>>>>>

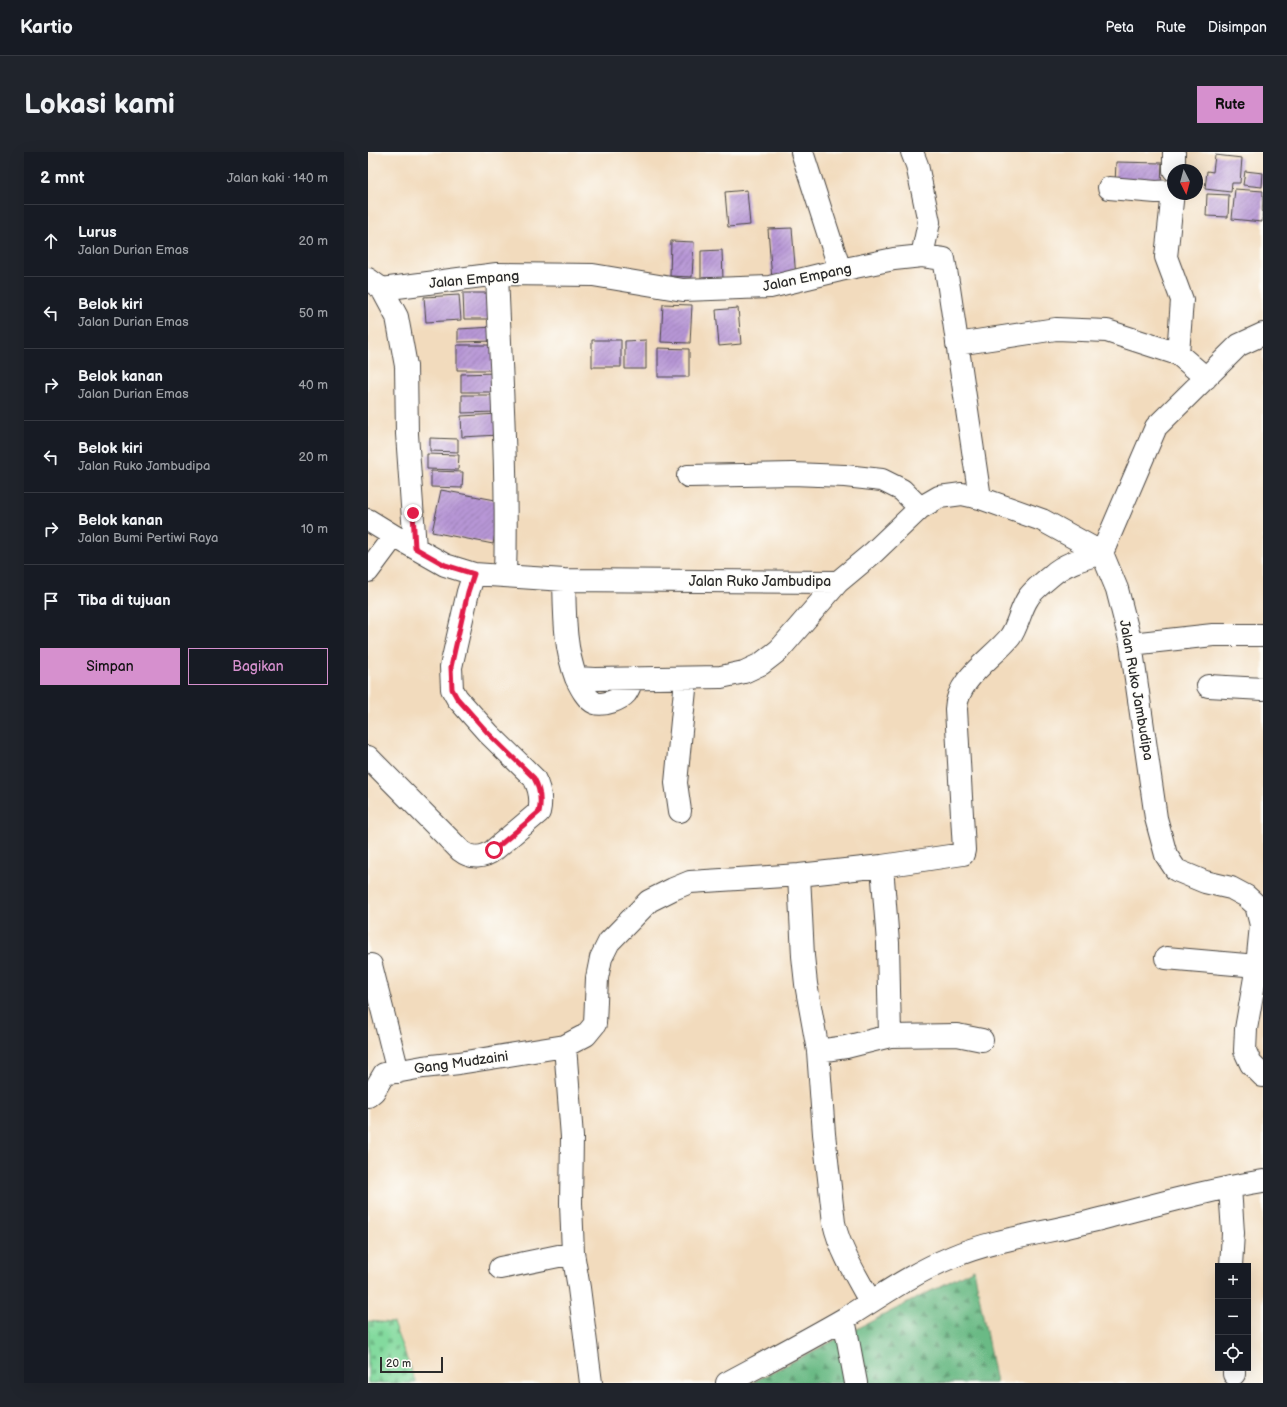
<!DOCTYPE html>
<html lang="id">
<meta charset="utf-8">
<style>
:root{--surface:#171b24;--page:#20242c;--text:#f1f3f6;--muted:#9ea1a6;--line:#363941;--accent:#d690ce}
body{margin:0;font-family:"Balsamiq Sans",sans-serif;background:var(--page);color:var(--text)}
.controls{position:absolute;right:12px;bottom:12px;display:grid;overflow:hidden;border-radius:0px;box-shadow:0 4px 16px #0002}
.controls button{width:36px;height:36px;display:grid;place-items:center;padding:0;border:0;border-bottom:1px solid var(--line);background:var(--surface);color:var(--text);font:20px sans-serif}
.compass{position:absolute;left:799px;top:12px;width:36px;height:36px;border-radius:50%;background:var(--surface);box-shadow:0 4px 16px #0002;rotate:174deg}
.scale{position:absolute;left:12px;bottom:10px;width:63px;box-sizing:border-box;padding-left:4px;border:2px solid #2b2b2b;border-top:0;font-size:11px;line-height:14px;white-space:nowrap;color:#2b2b2b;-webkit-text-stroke:3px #fdfcf7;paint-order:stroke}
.stop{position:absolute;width:12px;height:12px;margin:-9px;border:3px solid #e11d48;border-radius:50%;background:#fff}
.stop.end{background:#e11d48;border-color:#fff;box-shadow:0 1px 4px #0008}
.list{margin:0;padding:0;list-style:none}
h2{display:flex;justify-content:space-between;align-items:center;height:52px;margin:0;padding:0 16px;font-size:17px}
h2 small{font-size:13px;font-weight:400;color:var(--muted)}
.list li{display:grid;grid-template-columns:26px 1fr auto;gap:12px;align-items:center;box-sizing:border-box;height:72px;padding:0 16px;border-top:1px solid var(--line)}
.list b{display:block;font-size:15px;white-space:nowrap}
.list p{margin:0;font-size:13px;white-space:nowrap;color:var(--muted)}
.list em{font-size:13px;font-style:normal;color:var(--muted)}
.actions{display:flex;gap:8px;padding:12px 16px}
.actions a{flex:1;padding:9px 0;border:1px solid var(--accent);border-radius:0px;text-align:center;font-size:14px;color:var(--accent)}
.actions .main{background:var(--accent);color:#111}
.icon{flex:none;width:22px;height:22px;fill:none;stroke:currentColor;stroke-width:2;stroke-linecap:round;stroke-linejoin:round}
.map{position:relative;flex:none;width:895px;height:1231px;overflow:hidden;border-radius:0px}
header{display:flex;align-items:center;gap:24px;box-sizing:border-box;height:56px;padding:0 20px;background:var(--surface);border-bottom:1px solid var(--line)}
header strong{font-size:19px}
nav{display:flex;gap:22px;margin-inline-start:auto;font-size:14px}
.intro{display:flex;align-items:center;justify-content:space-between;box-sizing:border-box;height:96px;padding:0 24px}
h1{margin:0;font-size:28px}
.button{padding:10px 18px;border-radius:0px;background:var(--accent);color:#111;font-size:14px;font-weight:700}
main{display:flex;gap:24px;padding:0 24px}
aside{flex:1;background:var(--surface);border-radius:0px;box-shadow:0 4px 16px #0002}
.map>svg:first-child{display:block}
.forest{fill:url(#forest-firs);stroke:#4a7258}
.cemetery{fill:url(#cemetery-stones);stroke:#578264}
.building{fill:url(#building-hatch)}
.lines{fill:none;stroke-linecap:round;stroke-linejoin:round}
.minor-casing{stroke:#494541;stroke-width:24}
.minor{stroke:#fff;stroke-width:22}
.route{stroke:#e11d48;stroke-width:5}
.labels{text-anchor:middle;stroke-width:3;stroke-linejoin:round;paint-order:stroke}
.street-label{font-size:14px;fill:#2b2b2b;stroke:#fdfcf7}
</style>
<header>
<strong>Kartio</strong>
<nav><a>Peta</a><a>Rute</a><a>Disimpan</a></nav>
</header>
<div class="intro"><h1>Lokasi kami</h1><a class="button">Rute</a></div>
<main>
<aside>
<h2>2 mnt<small>Jalan kaki · 140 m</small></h2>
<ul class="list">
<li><svg class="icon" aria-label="ahead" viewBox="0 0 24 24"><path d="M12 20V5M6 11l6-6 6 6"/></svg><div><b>Lurus</b><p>Jalan Durian Emas</p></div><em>20 m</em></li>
<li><svg class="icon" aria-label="left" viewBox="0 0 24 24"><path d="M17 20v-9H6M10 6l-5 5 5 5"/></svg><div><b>Belok kiri</b><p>Jalan Durian Emas</p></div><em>50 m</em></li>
<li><svg class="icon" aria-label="right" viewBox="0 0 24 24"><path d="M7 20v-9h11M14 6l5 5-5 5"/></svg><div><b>Belok kanan</b><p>Jalan Durian Emas</p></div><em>40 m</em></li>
<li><svg class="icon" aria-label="left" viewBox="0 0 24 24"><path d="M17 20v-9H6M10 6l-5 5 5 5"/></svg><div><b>Belok kiri</b><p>Jalan Ruko Jambudipa</p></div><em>20 m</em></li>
<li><svg class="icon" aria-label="right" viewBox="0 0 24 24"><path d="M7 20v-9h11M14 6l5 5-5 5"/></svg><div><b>Belok kanan</b><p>Jalan Bumi Pertiwi Raya</p></div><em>10 m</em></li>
<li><svg class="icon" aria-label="arrive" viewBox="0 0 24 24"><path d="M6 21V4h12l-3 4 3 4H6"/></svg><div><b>Tiba di tujuan</b></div></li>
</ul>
<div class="actions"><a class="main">Simpan</a><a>Bagikan</a></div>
</aside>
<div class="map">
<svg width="895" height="1231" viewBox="0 0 895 1231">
<defs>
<pattern id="forest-firs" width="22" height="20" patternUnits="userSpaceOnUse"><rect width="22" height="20" fill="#6aba85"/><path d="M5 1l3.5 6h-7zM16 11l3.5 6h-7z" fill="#57976d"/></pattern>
<pattern id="cemetery-stones" width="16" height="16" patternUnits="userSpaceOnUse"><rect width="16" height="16" fill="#83da9e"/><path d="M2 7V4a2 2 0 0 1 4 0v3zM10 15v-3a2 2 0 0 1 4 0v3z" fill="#71bb88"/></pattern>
<pattern id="building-hatch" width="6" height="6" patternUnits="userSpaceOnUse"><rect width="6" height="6" fill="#b796d6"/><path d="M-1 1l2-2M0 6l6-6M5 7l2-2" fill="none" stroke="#957bae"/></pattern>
</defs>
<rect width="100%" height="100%" fill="#fdfcf7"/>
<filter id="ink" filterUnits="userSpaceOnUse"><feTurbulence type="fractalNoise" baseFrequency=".025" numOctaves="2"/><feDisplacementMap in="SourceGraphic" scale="8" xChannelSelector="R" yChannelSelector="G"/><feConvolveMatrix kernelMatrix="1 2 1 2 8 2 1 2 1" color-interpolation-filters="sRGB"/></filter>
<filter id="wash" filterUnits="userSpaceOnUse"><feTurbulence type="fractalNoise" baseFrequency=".012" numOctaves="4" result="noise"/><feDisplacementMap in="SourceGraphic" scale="16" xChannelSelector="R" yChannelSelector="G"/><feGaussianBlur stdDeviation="0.9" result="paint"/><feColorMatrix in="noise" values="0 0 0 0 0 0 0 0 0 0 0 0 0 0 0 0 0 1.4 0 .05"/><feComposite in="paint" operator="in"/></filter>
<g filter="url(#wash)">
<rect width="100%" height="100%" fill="#f2dbbd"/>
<path class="forest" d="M606 1117 628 1231H383Z"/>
<path class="cemetery" d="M0 1169 25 1171 48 1231H0Z"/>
<g id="blocks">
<path class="building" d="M847 3 874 6 872 31H864L863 40 837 37 839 19 845 20Z
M748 10 794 11 793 34 747 32Z
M877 19 895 21 894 35 875 33Z
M867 37 895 39 894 70 864 67Z
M379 38 382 73 360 75 357 40Z
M839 42 861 43 860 65 838 64Z
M424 76 428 126 404 128 400 77Z
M303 89 326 90 324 125 302 124Z
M354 98 355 128H333V99Z
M95 141H125V167H96Z
M91 143 93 168 58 170 56 145Z
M295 152 324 153 322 191 293 190Z
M370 156 373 192 351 194 348 158Z
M126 175 127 189 90 190V177Z
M224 188H253V215H224Z
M278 188V217H257V189Z
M89 193H128L127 218H89Z
M290 196 321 197V225H290Z
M128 221V240H93V222Z
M94 243H130V260L94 261Z
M131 262V283L94 285 93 264Z
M62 286 90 287V300L62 299Z
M59 302 91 303 90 318 59 317Z
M63 319 95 320 94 336 63 335Z
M73 338 133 349 125 392 64 380Z"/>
</g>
</g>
<g filter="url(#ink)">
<use href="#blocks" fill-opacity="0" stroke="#494541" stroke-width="1"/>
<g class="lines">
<g class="minor-casing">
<path id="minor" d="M434 0 472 118
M544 0 549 13 561 70 554 104
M806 18V0
M741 36 788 40 805 39
M805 40 798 105 814 148 810 202 838 226
M129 122C133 223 140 323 137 424
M0 127 14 137 29 165 38 214 39 282 47 396
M14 137 129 122 225 123 315 138 402 135 472 118 526 107 554 104 576 107 581 136 612 346
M589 192 688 177 739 179 810 202
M320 324 424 322 477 324 514 328 534 338 552 356
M0 368 26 384 77 413 106 422 196 428 470 430 506 400 552 356 571 345 594 342 612 346 674 368 734 401 749 437 763 492 788 666 798 703 808 718 837 730 863 736 878 744 888 753 893 773 889 814 878 877 877 899 883 912 895 924
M0 419 26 384
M196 428C197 461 196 494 208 526L227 527 353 525 376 520 393 512 411 498 470 430
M763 492 845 483H895
M208 526C212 534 218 547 227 551 235 554 252 548 258 541 261 537 263 530 265 526
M840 534 895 537
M0 605 93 699C103 707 116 706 126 698L171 660C174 647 172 637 166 626L120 581 89 546 84 537 83 515 100 440 106 422
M312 659 308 631 318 527
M514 714 520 791 522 884
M431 723 435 804 438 832 450 899 456 982 466 1071C472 1098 488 1124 502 1149
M798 806 889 814
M3 813 30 920
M197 894 204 985 203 1051 205 1101 211 1136 223 1231
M450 899 478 895 522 884 589 883 614 888
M0 944 6 939 16 922 55 915 91 911 197 894 218 883 227 872 229 826 233 806 241 790 281 749 305 737 322 730 431 723 514 714 595 702 596 698 588 557C589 527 624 507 642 485 650 474 652 458 660 446 664 439 677 429 684 423 697 411 717 406 734 401L788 275 871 193 895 182
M862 1035 865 1081 863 1114
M132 1116 205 1101
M476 1167 488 1231
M866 1216V1222
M359 1231C398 1210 438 1189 476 1167 511 1145 545 1121 584 1105 624 1088 670 1082 712 1072 773 1057 833 1039 895 1029"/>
</g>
<use href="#minor" class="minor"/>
</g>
</g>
<g class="lines" filter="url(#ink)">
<path class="route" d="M45 361 47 396 77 413 106 422 100 440 83 515 84 537 89 546 120 581 166 626C172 637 174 647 171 660L126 698"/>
</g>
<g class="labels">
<g class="street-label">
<text transform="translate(439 125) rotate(-12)" y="5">Jalan Empang</text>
<text transform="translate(106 127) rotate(-5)" y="5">Jalan Empang</text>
<text x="392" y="434">Jalan Ruko Jambudipa</text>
<text transform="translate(769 538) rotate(80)" y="5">Jalan Ruko Jambudipa</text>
<text transform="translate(93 910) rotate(-8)" y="5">Gang Mudzaini</text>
</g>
</g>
</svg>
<div class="controls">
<button>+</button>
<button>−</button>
<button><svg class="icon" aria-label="locate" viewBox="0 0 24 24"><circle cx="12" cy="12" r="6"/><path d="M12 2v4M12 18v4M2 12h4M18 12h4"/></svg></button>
</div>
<svg class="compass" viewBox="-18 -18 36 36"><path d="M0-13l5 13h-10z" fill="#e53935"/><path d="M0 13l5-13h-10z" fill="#9ea1a6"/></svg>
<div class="scale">20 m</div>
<div class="stop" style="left:126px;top:698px"></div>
<div class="stop end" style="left:45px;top:361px"></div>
</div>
</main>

<<<<<

WHAT IS REQUIRED:
Which lines above contain the word "position"? Copy all of them.

ANSWER SPACE:
.controls{position:absolute;right:12px;bottom:12px;display:grid;overflow:hidden;border-radius:0px;box-shadow:0 4px 16px #0002}
.compass{position:absolute;left:799px;top:12px;width:36px;height:36px;border-radius:50%;background:var(--surface);box-shadow:0 4px 16px #0002;rotate:174deg}
.scale{position:absolute;left:12px;bottom:10px;width:63px;box-sizing:border-box;padding-left:4px;border:2px solid #2b2b2b;border-top:0;font-size:11px;line-height:14px;white-space:nowrap;color:#2b2b2b;-webkit-text-stroke:3px #fdfcf7;paint-order:stroke}
.stop{position:absolute;width:12px;height:12px;margin:-9px;border:3px solid #e11d48;border-radius:50%;background:#fff}
.map{position:relative;flex:none;width:895px;height:1231px;overflow:hidden;border-radius:0px}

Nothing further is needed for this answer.